Aside from being a financial burden for drivers, catalytic converter theft has also triggered violence, with some Bay Area residents injured after confronting the perpetrators. In August, a Sunnyvale man was shot after approaching thieves who were trying to steal the device from his car.
If approved, San Jose’s new law would align it with a number of other California cities.
The Los Angeles City Council passed its own law this year cracking down on possession, though the new rules faced some pushback from lawmakers who argued there were already enough penalties on the books and that it would disproportionately target people of color and low-income residents. San Jose officials claim it has helped curb their theft in Southern California.

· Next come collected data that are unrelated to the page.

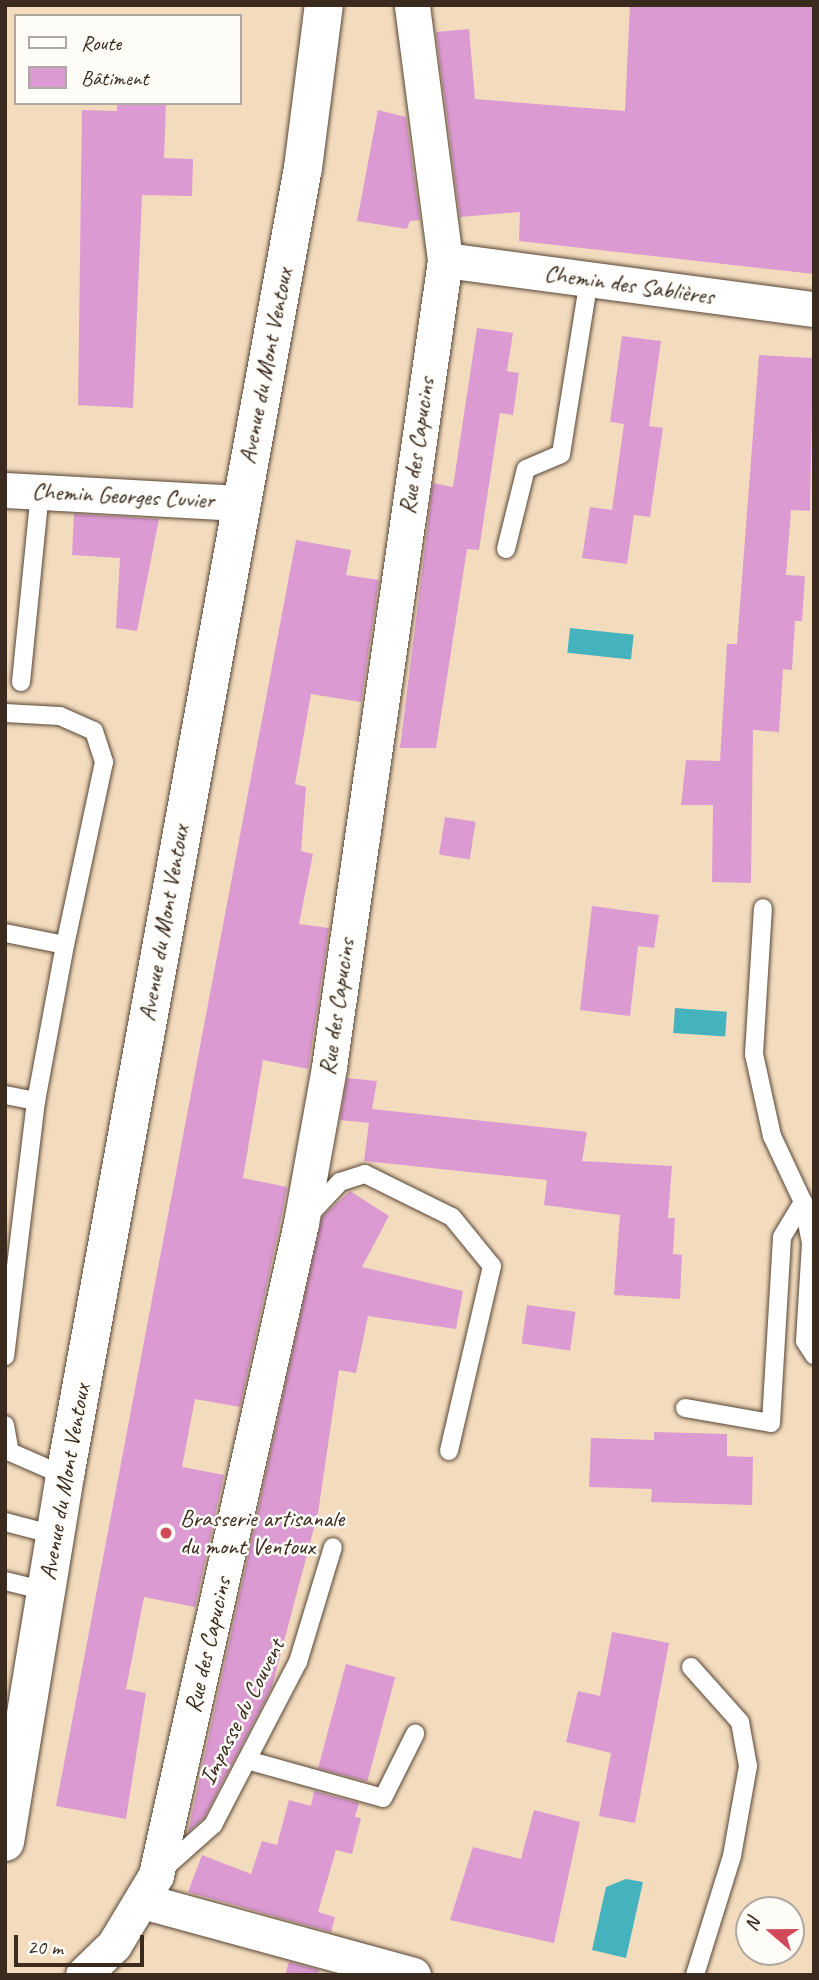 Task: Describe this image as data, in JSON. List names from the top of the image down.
{
  "streets": {
    "main road": ["Avenue du Mont Ventoux"],
    "street": ["Chemin des Sablières", "Rue des Capucins", "Chemin Georges Cuvier"],
    "lane": ["Impasse du Couvent"]
  },
  "crossings": [
    ["Chemin des Sablières", "Rue des Capucins"],
    ["Avenue du Mont Ventoux", "Chemin Georges Cuvier"],
    ["Rue des Capucins", "Impasse du Couvent"]
  ],
  "places": ["Brasserie artisanale du mont Ventoux"],
  "legend": ["Route", "Bâtiment"],
  "scale_bar": "20 m",
  "north": "left"
}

At the state level, a slew of bills passed by the legislature in 2022 sought to fight back against the theft. The new laws prioritized theft of vehicle parts as one of the California Highway Patrol’s tasks, beefed up rules around possession and required businesses who buy catalytic converters to document where the device came from.
According to companies who track insurance claims for the car part, thefts are trending downwards. In October, State Farm reported the first decline in the number of stolen catalytic converter thefts nationwide since 2019. In the first half of 2023, California saw over 5,400 claims and $17.8 million paid out by the insurance company.
The declining trend mirrors what San Jose’s Go To Auto Care Jeff Olia has experienced in recent months. Olia, the owner of the car repair shop on Monterey Highway, said around 2021 and 2022 he was replacing catalytic converters multiple times a week and fielding calls every day. But he’s gone weeks without helping someone with the car part in the past few months.
“It’s slowed big time,” said Olia. “As far as what we’re seeing… I think law enforcement is getting caught up with them.”